Stałem naprzeciw schodów, na korytarzu naszego rodzinnego domu. Strumienie światła przedzierały się przez zamknięte okna, potęgując tym samym wrażenie, że wiktoriański budynek na przedmieściach Londynu jest opustoszały. Było bardzo cicho. Jedynie deski skrzypnęły mi pod stopą, kiedy powoli ruszyłem z miejsca.
A potem usłyszałem chichot. Chichot więcej niż jednego dziecka, dochodzący z pokoju po mojej lewej stronie, który kiedyś należał do mnie. Otworzyłem ostrożnie drzwi i zajrzałem do środka. Ku swemu wielkiemu zdziwieniu, zobaczyłem dwóch małych chłopców – jednego pięcioletniego o czarnych, kędzierzawych włosach, drugiego dwunastoletniego, którym zapewne byłem ja. Siedzieli na podłodze, a w zasadzie to ja siedziałem, a Sherlock leżał i był łaskotany przez młodszą wersję mnie. Ten mały ja miał na twarzy złośliwy uśmieszek i w równie złośliwy sposób chichotał pod nosem. Z każdą chwilą Sherlock śmiał się coraz głośniej, przekręcając z boku na bok, aby uciec moim zwinnym palcom, które ani na chwilę nie opuszczały okolic jego pach.
– My… croft… prze… stań! – krzyczał przez śmiech i łzy mój młodszy braciszek.
– O nie, Sherlock – powiedział mały ja. – Wyłaskoczę cię na śmierć.
– Po… wiem… mamie…
Przed moimi oczami odgrywało się stare wspomnienie – zwyczajna, rodzinna scena z czasów, kiedy ja i Sherlock byliśmy niewinni. Ja nie zajmowałem się polityką, a on nie rozwiązywał zagadek kryminalnych.
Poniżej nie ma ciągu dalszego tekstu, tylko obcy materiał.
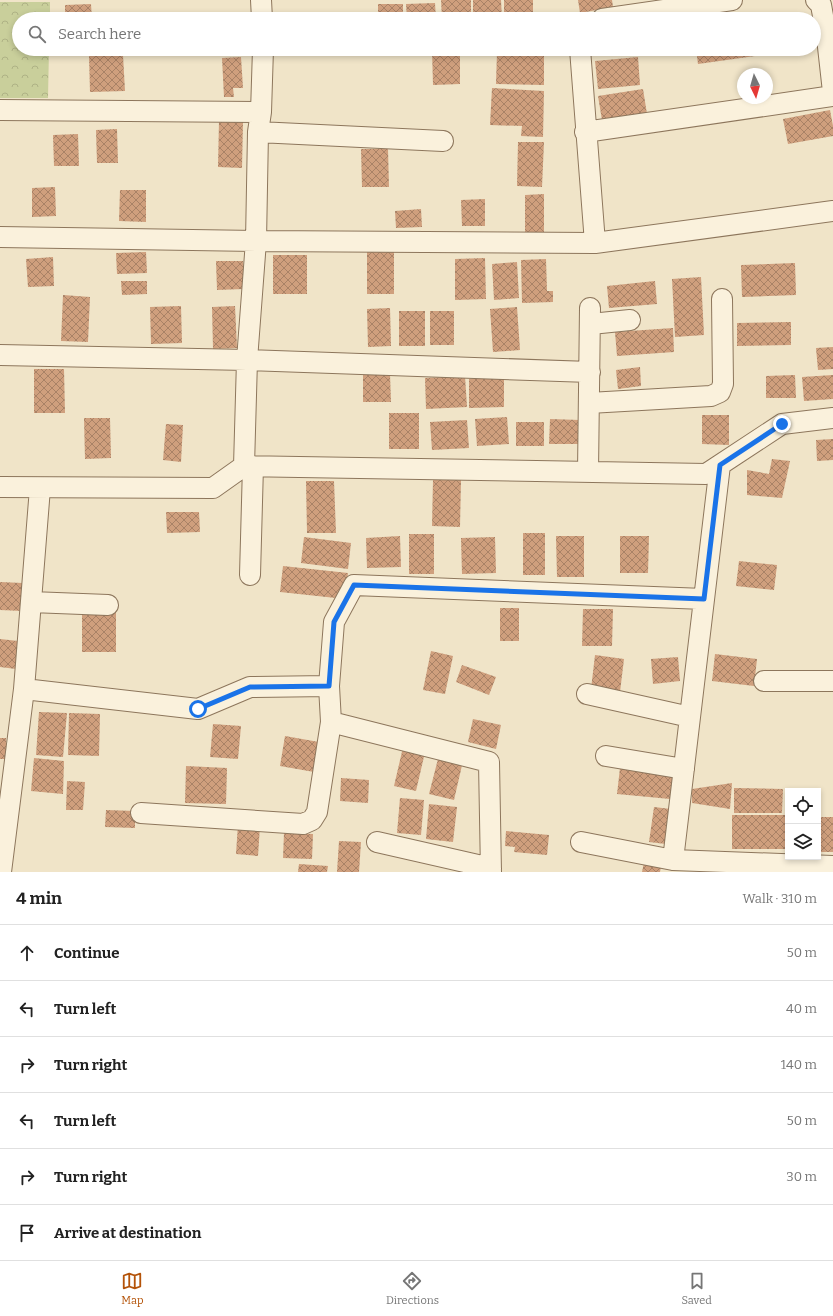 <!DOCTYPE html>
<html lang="en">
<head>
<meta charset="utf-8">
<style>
  body { margin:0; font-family:Bitter,serif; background:#f2f2f2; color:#222 }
  .controls { position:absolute; right:12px; bottom:12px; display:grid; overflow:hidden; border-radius:0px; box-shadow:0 2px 6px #0003 }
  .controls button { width:36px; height:36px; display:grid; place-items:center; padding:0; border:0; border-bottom:1px solid #e0e0e0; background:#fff; color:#222; font:20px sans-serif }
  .compass { position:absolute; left:737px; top:68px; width:36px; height:36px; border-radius:50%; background:#fff; box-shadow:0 2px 6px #0003; rotate:175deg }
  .stop { position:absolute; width:12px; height:12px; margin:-9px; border:3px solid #1a73e8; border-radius:50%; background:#fff }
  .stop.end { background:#1a73e8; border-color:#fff; box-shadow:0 1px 4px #0008 }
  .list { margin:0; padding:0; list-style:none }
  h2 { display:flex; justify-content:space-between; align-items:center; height:52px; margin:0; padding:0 16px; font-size:17px }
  h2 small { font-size:13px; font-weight:400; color:#767676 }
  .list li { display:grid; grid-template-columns:26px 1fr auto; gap:12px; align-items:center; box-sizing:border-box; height:56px; padding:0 16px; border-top:1px solid #e0e0e0 }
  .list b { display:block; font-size:15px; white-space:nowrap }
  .list em { font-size:13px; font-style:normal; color:#767676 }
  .icon { flex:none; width:22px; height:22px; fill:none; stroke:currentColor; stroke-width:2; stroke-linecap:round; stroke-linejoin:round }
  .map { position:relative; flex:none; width:833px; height:872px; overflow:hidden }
  .search { position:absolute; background:#fff; box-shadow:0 2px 6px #0003; left:12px; right:12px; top:12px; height:44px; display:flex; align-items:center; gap:10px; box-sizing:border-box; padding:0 14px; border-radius:22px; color:#767676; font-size:15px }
  .sheet { height:388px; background:#fff }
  nav { display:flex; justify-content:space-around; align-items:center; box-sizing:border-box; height:56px; border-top:1px solid #e0e0e0; background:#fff; font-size:11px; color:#767676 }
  nav a { display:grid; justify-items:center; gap:2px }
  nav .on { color:#b45309 }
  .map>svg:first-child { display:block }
  .park { fill:url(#park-crowns) }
  .building { fill:url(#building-cross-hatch) }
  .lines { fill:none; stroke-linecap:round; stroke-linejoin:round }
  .street-casing { stroke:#8d765c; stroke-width:22 }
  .street { stroke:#faf1dc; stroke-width:20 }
  .route { stroke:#1a73e8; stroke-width:5 }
</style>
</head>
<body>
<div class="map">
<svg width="833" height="872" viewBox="0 0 833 872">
  <defs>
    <pattern id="park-crowns" width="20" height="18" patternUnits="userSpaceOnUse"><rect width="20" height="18" fill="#c9cf9b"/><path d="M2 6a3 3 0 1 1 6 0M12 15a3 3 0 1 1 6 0" fill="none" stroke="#aeb285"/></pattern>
    <pattern id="building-cross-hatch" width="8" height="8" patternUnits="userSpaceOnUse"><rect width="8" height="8" fill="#cf9f7d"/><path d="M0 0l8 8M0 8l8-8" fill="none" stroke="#a98266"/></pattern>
  </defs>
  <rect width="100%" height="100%" fill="#f0e4c8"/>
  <path class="park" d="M0 2H50V19H19V49H49L48 98H0Z"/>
  <path class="building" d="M441 0H471V19H442Z
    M473 0H501L502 19H473Z
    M504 0H533V19H504Z
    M578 0H612L613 7 580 13Z
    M435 3 436 19H407L406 4Z
    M91 4 92 19H65V5Z
    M378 4H403V19H378Z
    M750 14V19H716V18Z
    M696 49H754L755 56 698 64Z
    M432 50H460V84L433 85Z
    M497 52 544 53V85L496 84Z
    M123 55 125 91 90 92 89 56Z
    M241 57 243 88H233L234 97H224L222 58Z
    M638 57 640 85 598 89 595 61Z
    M492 88 544 91 543 137 521 136 522 126 490 125Z
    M643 89 647 114 602 120 598 96Z
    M830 110 833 126V136L788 144 783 119Z
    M219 121 243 122 242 168 218 167Z
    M117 129 118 163H97L96 130Z
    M78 134 79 166H54L53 135Z
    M518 142H544L542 187 517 186Z
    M361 149H388L389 187H362Z
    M55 187 56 216 32 217V188Z
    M120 190H146V222L119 221Z
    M544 194V233H525V195Z
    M485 199V226H462L461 200Z
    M421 209 422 227 396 228 395 211Z
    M146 252 147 273 117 274 116 253Z
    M367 252H394V294H367Z
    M273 255H307V294H273Z
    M53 257 54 286 28 287 26 259Z
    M485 258 486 299 455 300V259Z
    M546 259 547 291H553V302L522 303 521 260Z
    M216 261H243L244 289 217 290Z
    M517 262 519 298 494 300 492 264Z
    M795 263 796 295 742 297 741 265Z
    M701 277 704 335 675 337 672 279Z
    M121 281H147V294L122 295Z
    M655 281 657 304 609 308 607 286Z
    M63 295 90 297 88 342 61 341Z
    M181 306 182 343 151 344 150 307Z
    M235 306 237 348 213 349 212 307Z
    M517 307 520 350 493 352 490 309Z
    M390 308 391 346 368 347 367 309Z
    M399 311H425V346H399Z
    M430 311H454V345H430Z
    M791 322V345L737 346V323Z
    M673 328 674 352 617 356 615 332Z
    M833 347V369L818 370 816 348Z
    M640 367 641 386 618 389 616 370Z
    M34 369H64L65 413H34Z
    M363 374H390L391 402H363Z
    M795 375 796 398H766V376Z
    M833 375V399L804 401 802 377Z
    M465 376 467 407 426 409 425 378Z
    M469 379H504V407L469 408Z
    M389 413H419V449H389Z
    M702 415H729V445L702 444Z
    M507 417 509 444 477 446 475 419Z
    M84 418H110L111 458 85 459Z
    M550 419 580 420 579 444H549Z
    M467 420 469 448 432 450 430 422Z
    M516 422H544V446H516Z
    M166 424 183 425 181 462 163 460Z
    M833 439V460L817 461 816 440Z
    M772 459 790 461 782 498 747 495V470L769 474Z
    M433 480H461L460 527 432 526Z
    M306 481H334L336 533H307Z
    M166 512H199L200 532 167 533Z
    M523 533H545V575H523Z
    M409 534H434V574H409Z
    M400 536 401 567 367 568 366 538Z
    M556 536H584V577H557Z
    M620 536H649L648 573H620Z
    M304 537 351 543 348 569 301 563Z
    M495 537 496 573 462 574 461 538Z
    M739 561 777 565 774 590 736 586Z
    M283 566 348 573 345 599 280 592Z
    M0 582 23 583 22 611 0 610Z
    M500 608H519V641H500Z
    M583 609H613L612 646H582Z
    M82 611H116V652H82Z
    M0 639 18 641 16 669 0 667Z
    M431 651 453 656 445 694 423 690Z
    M715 654 757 659 754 686 712 681Z
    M595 655 624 659 620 692 591 689Z
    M678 657 680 681 653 684 651 659Z
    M462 665 496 677 489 695 456 682Z
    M39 712 67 713 63 757 36 755Z
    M69 713 100 714 99 756 68 755Z
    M473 719 501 725 496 749 468 742Z
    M213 724 241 726 238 759 210 757Z
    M285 736 319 742 314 772 280 766Z
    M0 738H6V759H0Z
    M404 743 426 748 416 791 394 786Z
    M439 755 463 761 454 800 429 794Z
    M34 758 64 761 63 794 31 791Z
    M186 766 227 768 226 804 185 803Z
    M620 768 673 773 670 799 617 794Z
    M341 778 369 780 368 803 340 801Z
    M67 781 85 782 83 810H66Z
    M732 783 730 809 692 803V789Z
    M734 788 783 789 782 813H734Z
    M400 798 424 800 421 835 397 833Z
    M429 804 457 807 453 842 426 839Z
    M654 807 679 810 674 845 649 842Z
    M106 810 135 811V828L105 827Z
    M732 815H788V849H732Z
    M818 817H833V852H818Z
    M238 824 260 826 258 856 236 854Z
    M506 831 549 835 547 855 514 852 515 847 505 846Z
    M284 833 313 834 312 859 283 858Z
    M339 841 361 842 359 872H337Z
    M645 858 662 861 660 872H642Z
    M299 864 328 866 327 872H298Z"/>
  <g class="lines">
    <g class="street-casing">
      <path id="street" d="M261 0 262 19
        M816 0 821 5 827 38 833 92
        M602 19 732 0
        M263 49 261 112 258 132 256 241 247 360 590 372
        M580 49 595 243
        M0 110 261 112
        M258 132 443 141
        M585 132 833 96
        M0 237 256 241 595 243 833 211
        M591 324 630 320
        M0 355 247 360 244 466 706 474 782 424 833 418
        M589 403 711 396 720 392 723 384 722 299
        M588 472 590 308
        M0 487 213 488 244 466
        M250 575 253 466
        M31 602 108 605
        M764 681H833
        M24 689 198 709 250 687 329 686
        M587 694 690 717
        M331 722 489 762 491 872
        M606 756 684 769
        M141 813 303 824 312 820 317 812 331 722 329 686 334 622 354 585 704 599
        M377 842 491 868
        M581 842 673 860 833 866
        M673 860 720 465
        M1 872 24 689 40 488"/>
    </g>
    <use href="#street" class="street"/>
  </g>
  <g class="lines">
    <path class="route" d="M198 709 250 687 329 686 334 622 354 585 704 599 720 465 782 424"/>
  </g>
</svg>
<div class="controls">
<button><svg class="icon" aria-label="locate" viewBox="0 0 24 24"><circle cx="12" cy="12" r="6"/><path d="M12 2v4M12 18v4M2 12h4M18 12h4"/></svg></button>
<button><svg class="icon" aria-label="layers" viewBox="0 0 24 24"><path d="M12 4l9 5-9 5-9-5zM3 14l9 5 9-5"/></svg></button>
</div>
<svg class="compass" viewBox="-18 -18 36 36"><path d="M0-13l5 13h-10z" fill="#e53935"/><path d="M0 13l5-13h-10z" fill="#767676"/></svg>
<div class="stop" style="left:198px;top:709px"></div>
<div class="stop end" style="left:782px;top:424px"></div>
<div class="search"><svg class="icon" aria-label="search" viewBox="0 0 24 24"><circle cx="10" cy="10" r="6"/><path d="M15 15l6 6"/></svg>Search here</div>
</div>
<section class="sheet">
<h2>4 min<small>Walk · 310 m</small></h2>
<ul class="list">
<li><svg class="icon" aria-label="ahead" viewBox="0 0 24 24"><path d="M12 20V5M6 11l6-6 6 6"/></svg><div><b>Continue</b></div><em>50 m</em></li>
<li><svg class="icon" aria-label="left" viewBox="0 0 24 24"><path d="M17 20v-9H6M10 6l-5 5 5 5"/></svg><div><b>Turn left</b></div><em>40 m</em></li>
<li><svg class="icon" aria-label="right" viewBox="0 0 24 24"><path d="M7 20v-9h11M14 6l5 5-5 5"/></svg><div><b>Turn right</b></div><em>140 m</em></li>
<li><svg class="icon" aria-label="left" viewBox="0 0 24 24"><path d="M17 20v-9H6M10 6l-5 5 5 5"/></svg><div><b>Turn left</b></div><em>50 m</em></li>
<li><svg class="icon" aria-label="right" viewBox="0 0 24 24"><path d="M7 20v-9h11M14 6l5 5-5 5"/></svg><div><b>Turn right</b></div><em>30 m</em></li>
<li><svg class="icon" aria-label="arrive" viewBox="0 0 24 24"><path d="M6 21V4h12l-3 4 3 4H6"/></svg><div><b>Arrive at destination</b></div></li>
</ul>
</section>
<nav>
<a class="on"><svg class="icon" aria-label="map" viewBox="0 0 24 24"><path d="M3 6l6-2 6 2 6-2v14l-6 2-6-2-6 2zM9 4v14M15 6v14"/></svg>Map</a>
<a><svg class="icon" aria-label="directions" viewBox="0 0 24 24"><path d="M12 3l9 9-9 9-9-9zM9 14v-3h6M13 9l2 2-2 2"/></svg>Directions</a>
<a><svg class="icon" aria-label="saved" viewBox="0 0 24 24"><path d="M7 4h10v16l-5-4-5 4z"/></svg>Saved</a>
</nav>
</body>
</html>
Z czasów, w których ja chciałem być superbohaterem, a on piratem. Przyglądałem się temu z mieszanymi uczuciami. Z jednej strony obraz małego Sherlocka przyprawiał mnie o ból serca, bo było to jedno z tych wspomnień, które przychodziło do mnie, kiedy miałem jakieś problemy z Sherlockiem i dziwiłem się, że z takiego wesołego chłopca wyrósł tak kłopotliwy, złośliwy, zażywający narkotyki i włamujący się do tajnych baz mężczyzna. Z drugiej strony, było coś uspokajającego w tej scenie z życia rodzinnego. Wolałem zostać tutaj, gdzie mój brat nie tylko żył, ale i nie miał całego tego bagażu niemiłych doświadczeń, które przyniosło mu jego dorosłe życie. Obawiałem się, czy czasem chłopcy nie zdadzą sobie sprawy z mojej obecności i wtedy ich sielanka się skończy. Ale nie. Mimo że stałem w drzwiach, żaden z nich nie zwracał na mnie najmniejszej uwagi.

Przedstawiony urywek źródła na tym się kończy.